Don’t let FWS’s inaction allow the rarest canid in the world — and the most endangered mammal in the United States — to go extinct.
The U.S. Fish and Wildlife Service (FWS) has all but abandoned red wolves in North Carolina. This means certain extinction in the wild for a critically endangered wolf species that exists in the wild nowhere else on the planet.
A decision from FWS Director Dan Ashe on the future of the program, including possibly whether he will allow the program to continue in North Carolina, is expected in September.
In the meantime, FWS has suspended work on the program, ending fundamental recovery operations, such as captive-bred wolf releases into the wild to bolster the population.
Once ranging all the way from Texas, east to Georgia and up to Pennsylvania, by the 1970s red wolves had nearly disappeared in the wild because of intensive predator control and habitat loss. FWS captured the very last 17 wild red wolves on the planet in a last-ditch effort to keep the species from going extinct. The agency began a captive breeding program, and in 1987 reintroduced four pairs of the wolves into Alligator River National Wildlife Refuge in North Carolina. There, they successfully denned and raised pups. As the program continued, the species eventually got somewhat of a paw-hold in the wild. The plan was – and on paper, still is – to recover the species enough that the population in Alligator River is thriving, and to reintroduce red wolves to other suitable reintroduction sites across their native range in the southeast.
Charged by federal law to protect our country’s threatened and endangered species, FWS had remained committed to the program until recently, when a vocal minority and the North Carolina Wildlife Resource Commission began putting pressure on the agency to completely get rid of the program. This summer, the state House Natural Resources Committee even tried (unsuccessfully) to push a bill to the floor that requested FWS to end red wolf recovery.
Recently, we’ve seen different elements of the program simply fall to the wayside. So far, the agency has:
• Refused to release any new wolves into the wild since 2015
• Issued permits to private landowners to kill non-problem wolves
• Removed red wolves from the wild, causing significant harm to the breeding population
• Reduced or eliminated critical efforts to collar and track red wolves.
The program’s opponents claim it is destined to fail. In reality, it is the agency’s inaction that is condemning red wolves to extinction in the wild, and could condemn the remaining wolves to a fate as zoo curiosities. In 2014, while FWS actively managed the program, the wild red wolf count stood at about 100. Today, now that the agency has stepped back, fewer than 60 wild red wolves still roam the Earth. That’s the lowest number red wolves have been at since the late 1990s, and despite a recovery plan that calls for three populations, they are still solely found in eastern North Carolina.

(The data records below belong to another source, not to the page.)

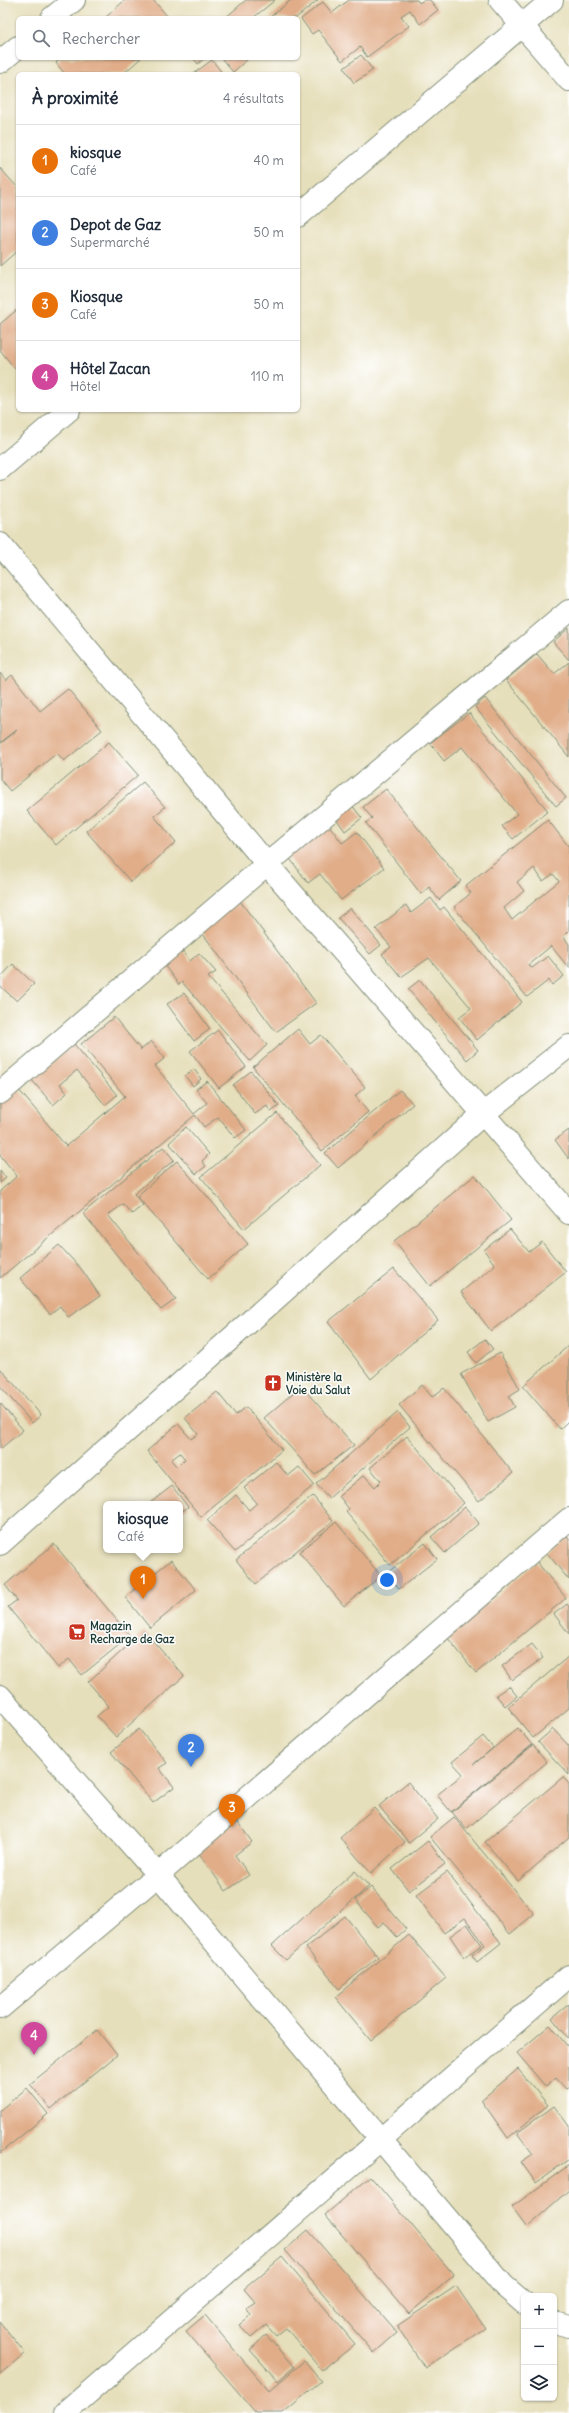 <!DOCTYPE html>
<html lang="fr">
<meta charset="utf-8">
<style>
:root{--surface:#fff;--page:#f2f2f3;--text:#1f2937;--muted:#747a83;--line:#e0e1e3;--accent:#c8321e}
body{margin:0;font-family:Delius,sans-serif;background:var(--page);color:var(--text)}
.controls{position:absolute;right:12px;bottom:12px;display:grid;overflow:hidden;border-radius:6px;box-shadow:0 1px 3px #0004}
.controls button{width:36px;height:36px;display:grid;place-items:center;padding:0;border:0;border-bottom:1px solid var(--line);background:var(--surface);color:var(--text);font:20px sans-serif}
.you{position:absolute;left:387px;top:1580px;width:14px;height:14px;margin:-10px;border:3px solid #fff;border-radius:50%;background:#1a73e8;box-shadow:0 0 0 6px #1a73e833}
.badge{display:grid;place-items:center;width:26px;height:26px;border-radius:50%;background:var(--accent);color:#fff;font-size:13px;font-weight:700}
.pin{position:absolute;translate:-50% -33px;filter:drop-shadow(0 1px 2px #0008)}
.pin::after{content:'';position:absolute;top:21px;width:14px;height:12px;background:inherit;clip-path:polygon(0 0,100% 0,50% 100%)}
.popup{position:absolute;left:103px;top:1501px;width:80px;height:52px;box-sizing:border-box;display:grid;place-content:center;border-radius:6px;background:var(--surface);filter:drop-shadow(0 1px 3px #0005);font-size:13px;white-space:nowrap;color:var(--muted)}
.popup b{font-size:15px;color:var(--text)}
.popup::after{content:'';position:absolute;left:50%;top:100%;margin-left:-8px;border:8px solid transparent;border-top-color:var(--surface)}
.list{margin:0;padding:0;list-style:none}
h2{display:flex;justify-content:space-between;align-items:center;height:52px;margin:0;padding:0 16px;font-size:17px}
h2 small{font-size:13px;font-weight:400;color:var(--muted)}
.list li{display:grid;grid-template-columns:26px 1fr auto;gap:12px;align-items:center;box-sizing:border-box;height:72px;padding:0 16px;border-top:1px solid var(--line)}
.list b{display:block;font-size:15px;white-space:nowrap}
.list p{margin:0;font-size:13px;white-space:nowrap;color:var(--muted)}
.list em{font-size:13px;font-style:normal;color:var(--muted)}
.icon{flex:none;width:22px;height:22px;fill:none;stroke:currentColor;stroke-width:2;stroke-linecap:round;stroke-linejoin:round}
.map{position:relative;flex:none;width:569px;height:2413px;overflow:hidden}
.search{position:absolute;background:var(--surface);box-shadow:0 1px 3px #0004;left:16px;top:16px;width:284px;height:44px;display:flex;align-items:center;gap:10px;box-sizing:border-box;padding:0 14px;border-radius:6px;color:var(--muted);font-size:15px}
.panel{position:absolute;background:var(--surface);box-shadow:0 1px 3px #0004;left:16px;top:72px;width:284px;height:340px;border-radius:6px}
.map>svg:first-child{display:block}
.building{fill:#e1ad89;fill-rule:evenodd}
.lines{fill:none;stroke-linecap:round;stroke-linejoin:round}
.minor-casing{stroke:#828e78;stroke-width:24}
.minor{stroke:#fff;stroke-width:22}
.labels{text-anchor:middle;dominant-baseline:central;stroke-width:3;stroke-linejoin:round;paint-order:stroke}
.poi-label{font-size:11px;font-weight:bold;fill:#1f3d34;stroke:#fff;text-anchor:start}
</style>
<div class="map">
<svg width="569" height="2413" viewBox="0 0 569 2413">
<rect width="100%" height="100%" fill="#fff"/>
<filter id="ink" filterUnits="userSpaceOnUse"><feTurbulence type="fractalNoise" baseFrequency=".025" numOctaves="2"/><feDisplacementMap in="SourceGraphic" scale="8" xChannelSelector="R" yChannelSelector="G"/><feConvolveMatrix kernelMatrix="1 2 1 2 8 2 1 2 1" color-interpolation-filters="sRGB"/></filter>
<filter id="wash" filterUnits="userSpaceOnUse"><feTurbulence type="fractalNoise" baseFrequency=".012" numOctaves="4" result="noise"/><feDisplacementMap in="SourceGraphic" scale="16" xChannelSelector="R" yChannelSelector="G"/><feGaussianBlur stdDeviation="0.9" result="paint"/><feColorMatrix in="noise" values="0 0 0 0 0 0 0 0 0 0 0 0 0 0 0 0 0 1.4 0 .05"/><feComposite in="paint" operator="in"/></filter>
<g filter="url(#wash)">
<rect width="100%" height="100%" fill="#e6dfbb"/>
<g id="blocks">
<g class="building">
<polygon points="125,0 153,0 169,18 105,18"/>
<polygon points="246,0 275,0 253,18 225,18"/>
<polygon points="291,0 318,0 296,18 269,18"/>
<polygon points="349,0 417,0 419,3 424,0 430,0 438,10 420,24 410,10 401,16 409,26 367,57 360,47 342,61 318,30 312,34 301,19 323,2 332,13"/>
<polygon points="361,55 373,70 354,83 344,68"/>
<polygon points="61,58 141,58 123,74 65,74 56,63"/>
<polygon points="193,58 205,58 198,64"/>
<polygon points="221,58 249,58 233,72"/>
<polygon points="212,60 223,74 193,74"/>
<polygon points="0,168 18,188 18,250 0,266"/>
<polygon points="18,309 18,369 16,370 0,350 0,324"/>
<polygon points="569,628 569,660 553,642"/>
<polygon points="537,654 554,674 569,662 569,757 506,680"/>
<polygon points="0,673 6,680 12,675 40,711 68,689 102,730 64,761 57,753 10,791 0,779 0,744 17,730 0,743"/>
<polygon points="485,698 566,798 556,806 475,707"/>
<polygon points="469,713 548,811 513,839 502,826 517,814 462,747 444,761 430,743"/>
<polygon points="109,742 138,775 56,845 27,811"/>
<polygon points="143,782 165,807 154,816 176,842 131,882 86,831"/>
<polygon points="386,789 461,881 439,900 429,887 421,894 366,823 372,818 363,807"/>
<polygon points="351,804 362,818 345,831 335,817"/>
<path d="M 548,820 L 569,847 L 569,931 L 563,936 L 569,944 L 569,968 L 551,946 L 528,965 L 532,968 L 548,956 L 564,976 L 552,985 L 549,980 L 527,997 L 454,907 L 471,893 L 465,886 ZM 534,868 L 543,881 L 553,874 L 559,881 L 512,920 L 504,908 L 524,891 L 517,882 Z"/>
<polygon points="329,825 342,843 357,832 384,868 341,900 320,874 308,883 288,856"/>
<polygon points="431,898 440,910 444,907 522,1002 477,1040 459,1017 471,1008 429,958 401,977 382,954 391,947 376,929 406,905 411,913"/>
<polygon points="240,901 316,1003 276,1032 200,930"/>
<polygon points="350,908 381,945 370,954 338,918"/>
<polygon points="183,951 190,961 199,953 216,972 208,977 267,1045 250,1061 182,982 179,985 164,965"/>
<polygon points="13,964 34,984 17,1001 0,986 0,978"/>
<polygon points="420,980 478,1050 467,1060 408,989"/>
<polygon points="184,993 210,1029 194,1041 167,1004"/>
<polygon points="114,1017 141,1050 151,1041 165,1058 155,1066 194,1114 207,1103 196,1089 207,1081 246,1130 235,1138 218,1117 204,1127 195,1115 0,1278 0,1191 17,1176 0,1155 0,1104 18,1089 66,1146 125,1096 81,1044"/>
<polygon points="298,1029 310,1044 321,1035 365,1087 355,1096 368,1112 322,1151 253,1067"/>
<polygon points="218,1030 246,1067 219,1088 190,1051"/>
<polygon points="74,1044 117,1095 105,1105 77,1070 60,1084 67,1093 53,1105 32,1080"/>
<polygon points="194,1069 201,1079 193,1086 185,1076"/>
<polygon points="251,1071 279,1106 271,1112 267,1106 255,1114 233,1085"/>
<polygon points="400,1090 413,1104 338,1168 325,1153"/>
<polygon points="277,1113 320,1165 244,1229 201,1177"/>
<polygon points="186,1127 209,1154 202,1161 206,1166 196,1174 169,1143"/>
<polygon points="569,1130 569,1159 555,1140"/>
<polygon points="163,1147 174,1160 134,1194 143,1205 132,1214 123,1204 108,1215 176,1299 161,1310 83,1213"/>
<polygon points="177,1161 248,1244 208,1279 137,1196"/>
<polygon points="0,1170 6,1178 0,1183"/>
<polygon points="475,1175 511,1220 430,1286 394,1241"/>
<polygon points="510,1229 529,1252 542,1242 566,1272 491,1331 461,1292 495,1265 484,1250"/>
<polygon points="59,1245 82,1270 100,1296 68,1317 60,1306 50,1314 20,1278"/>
<polygon points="394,1269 438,1320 371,1379 328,1322"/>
<polygon points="485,1339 493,1349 476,1363 468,1352"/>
<polygon points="569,1345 569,1420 560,1429 523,1386"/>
<polygon points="500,1353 520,1389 509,1396 515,1407 488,1422 461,1374"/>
<polygon points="0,1368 41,1415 32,1423 0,1386"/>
<polygon points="422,1385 432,1397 444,1388 513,1473 479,1501 399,1405"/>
<polygon points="301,1386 354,1445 315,1475 264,1418"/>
<path d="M 217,1392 L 236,1415 L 246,1407 L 282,1450 L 201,1517 L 147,1451 L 178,1424 L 191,1439 L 198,1434 L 185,1418 ZM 180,1453 L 185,1459 L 177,1467 L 171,1460 Z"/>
<polygon points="0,1403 23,1430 0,1449"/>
<polygon points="398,1412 410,1427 329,1498 316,1484"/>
<polygon points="407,1436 464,1503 390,1565 346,1512 349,1509 339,1496 364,1475 375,1487 381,1481 370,1468"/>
<polygon points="276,1462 288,1476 299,1467 314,1485 235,1552 207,1520 236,1495 249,1510 257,1503 244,1488"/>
<polygon points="172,1486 188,1507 180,1513 180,1504 150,1503"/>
<polygon points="313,1496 333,1521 256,1584 236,1560"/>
<polygon points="465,1507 479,1523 445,1553 431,1537"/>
<polygon points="336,1522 381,1576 344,1606 299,1552"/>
<polygon points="567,1536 569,1538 569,1580 547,1553"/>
<polygon points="425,1543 437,1559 399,1589 387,1573"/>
<polygon points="54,1544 130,1636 82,1675 69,1659 58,1668 8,1607 17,1600 5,1585"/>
<polygon points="171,1560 196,1590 150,1628 125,1597"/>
<polygon points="537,1562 566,1598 476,1673 447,1637"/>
<polygon points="567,1604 569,1607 569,1634 554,1614"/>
<polygon points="144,1631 184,1676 116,1737 97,1716 109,1706 88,1682"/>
<polygon points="532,1644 543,1658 512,1680 502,1666"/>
<polygon points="569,1656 569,1708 533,1738 508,1707"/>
<polygon points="509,1686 517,1696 505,1706 496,1695"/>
<polygon points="518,1728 532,1745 451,1812 437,1795 463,1774 452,1762 483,1736 493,1748 474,1764"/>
<polygon points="139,1729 167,1763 159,1768 174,1787 153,1803 111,1752"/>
<polygon points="553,1729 569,1746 569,1775 538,1742"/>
<polygon points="533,1745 547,1762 466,1829 452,1812"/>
<polygon points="563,1777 569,1784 569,1837 518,1881 485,1842"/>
<polygon points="408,1782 438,1819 409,1843 379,1806"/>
<polygon points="374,1808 405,1842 371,1873 340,1838"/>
<polygon points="234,1817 252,1842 235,1855 249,1875 226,1891 193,1846"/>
<polygon points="454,1817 534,1914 510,1934 430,1837"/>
<polygon points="428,1841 445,1864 409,1891 392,1869"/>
<polygon points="355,1871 369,1886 286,1960 272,1946"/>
<polygon points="447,1872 501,1943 477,1962 472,1955 485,1945 465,1918 444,1933 416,1895"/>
<polygon points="371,1887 406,1929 397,1937 384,1922 378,1927 355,1900"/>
<polygon points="345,1916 378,1957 339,1989 306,1948"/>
<polygon points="467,1924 482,1945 464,1957 450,1936"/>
<polygon points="409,1935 446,1978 371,2041 335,1997"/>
<polygon points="569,2004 569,2039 552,2018"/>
<polygon points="550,2025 569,2048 569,2087 566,2089 556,2078 546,2087 517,2053"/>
<polygon points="97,2030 117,2055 51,2109 30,2084"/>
<polygon points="518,2069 548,2105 508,2138 481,2100"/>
<polygon points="27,2088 48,2114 0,2153 0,2110"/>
<polygon points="554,2106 569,2126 569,2159 536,2183 521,2162 533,2154 517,2133"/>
<polygon points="569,2165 569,2190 527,2227 512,2207"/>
<polygon points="370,2176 454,2275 409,2314 325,2215"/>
<polygon points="308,2230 397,2333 374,2353 285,2250"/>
<polygon points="282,2257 355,2344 322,2371 286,2328 276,2336 266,2325 251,2338 239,2325 251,2315 246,2308 255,2302 244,2289"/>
<polygon points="456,2286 485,2328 425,2368 397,2326"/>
<polygon points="205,2315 269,2391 304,2361 321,2381 283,2413 256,2413 186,2331"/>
<polygon points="0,2322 25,2353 0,2374"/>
<polygon points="266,2335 294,2367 278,2381 250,2350"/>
</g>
</g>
</g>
<g filter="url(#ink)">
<use href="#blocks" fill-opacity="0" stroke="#828e78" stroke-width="1"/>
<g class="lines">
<g class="minor-casing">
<g id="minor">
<polyline points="500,0 569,80"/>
<polyline points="52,18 74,0"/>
<polyline points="0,62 18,47"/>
<polyline points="298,216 552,0"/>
<polyline points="0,469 69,410"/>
<polyline points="0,544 267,864 569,1213"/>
<polyline points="0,1093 267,864 569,611"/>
<polyline points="0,1544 483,1114 569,1046"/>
<polyline points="0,1696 158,1875 504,2286 524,2303"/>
<polyline points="0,2008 158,1875 569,1519"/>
<polyline points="554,2322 569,2326"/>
<polyline points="65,2413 569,1976"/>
</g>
</g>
<use href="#minor" class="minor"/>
</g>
</g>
<defs>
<g id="church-square" transform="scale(0.9)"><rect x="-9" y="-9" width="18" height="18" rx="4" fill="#c8321e" stroke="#fff"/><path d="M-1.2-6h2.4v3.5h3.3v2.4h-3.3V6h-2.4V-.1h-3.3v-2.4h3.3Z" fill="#fff"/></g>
<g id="supermarket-square" transform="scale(0.9)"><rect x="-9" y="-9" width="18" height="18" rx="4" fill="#c8321e" stroke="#fff"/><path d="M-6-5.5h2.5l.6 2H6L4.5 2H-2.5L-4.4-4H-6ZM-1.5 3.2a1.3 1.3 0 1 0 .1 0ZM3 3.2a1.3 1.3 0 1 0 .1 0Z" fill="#fff"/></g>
</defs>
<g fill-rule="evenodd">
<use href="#church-square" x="273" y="1383"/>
<use href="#supermarket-square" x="77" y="1632"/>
</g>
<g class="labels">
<g class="poi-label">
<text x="286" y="1377">Ministère la<tspan x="286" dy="13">Voie du Salut</tspan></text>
<text x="90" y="1626">Magazin<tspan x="90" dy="13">Recharge de Gaz</tspan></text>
</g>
</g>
</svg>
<div class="controls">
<button>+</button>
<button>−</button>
<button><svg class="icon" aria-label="layers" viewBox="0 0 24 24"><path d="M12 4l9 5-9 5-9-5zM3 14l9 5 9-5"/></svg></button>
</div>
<div class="you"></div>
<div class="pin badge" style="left:143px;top:1599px;background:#e8710a">1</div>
<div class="popup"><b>kiosque</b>Café</div>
<div class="pin badge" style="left:191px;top:1767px;background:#3f7fe0">2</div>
<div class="pin badge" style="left:232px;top:1827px;background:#e8710a">3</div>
<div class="pin badge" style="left:34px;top:2055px;background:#d1479c">4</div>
<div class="search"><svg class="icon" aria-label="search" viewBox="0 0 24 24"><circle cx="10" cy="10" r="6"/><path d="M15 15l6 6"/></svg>Rechercher</div>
<section class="panel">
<h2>À proximité<small>4 résultats</small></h2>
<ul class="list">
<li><span class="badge" style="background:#e8710a">1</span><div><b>kiosque</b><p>Café</p></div><em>40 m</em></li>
<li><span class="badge" style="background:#3f7fe0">2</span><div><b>Depot de Gaz</b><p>Supermarché</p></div><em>50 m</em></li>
<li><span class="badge" style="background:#e8710a">3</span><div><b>Kiosque</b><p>Café</p></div><em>50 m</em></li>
<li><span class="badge" style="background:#d1479c">4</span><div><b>Hôtel Zacan</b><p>Hôtel</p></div><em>110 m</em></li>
</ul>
</section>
</div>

But it’s not too late. The majority of scientists agree that with time and dedicated management by FWS, this program can succeed and the wolves can continue to recover. And this summer, FWS received petitions from nearly half a million people asking the agency keep the red wolf recovery program alive.
FWS spokesperson Tom MacKenzie told the Smokey Mountain News that the agency will consider recommendations from all sides and that “input from citizens and partners like the state are part of the process—important along with the biology, research and related conservation work that we take into account.”
But FWS has called for no public hearings or comment period. They conducted a feasibility study to determine how effective and worthwhile red wolf reintroduction might be, but haven’t made the results of the study public. They haven’t asked for input so far – but you can still join us in keeping up the drumbeat for red wolf recovery.
The world’s rarest wolves have come so far, shown such resilience, and proved they can recover when given the opportunity. We demand that FWS keep the program in North Carolina alive, and establish new release sites so red wolves can expand their historical range. Join us in calling on Secretary of the Interior Jewell and FWS Director Dan Ashe and tell them to recommit to red wolf recovery! Our red wolf needs to be protected in the wild and restored to its native range. We drove this species to the brink. It’s up to us to save it from extinction.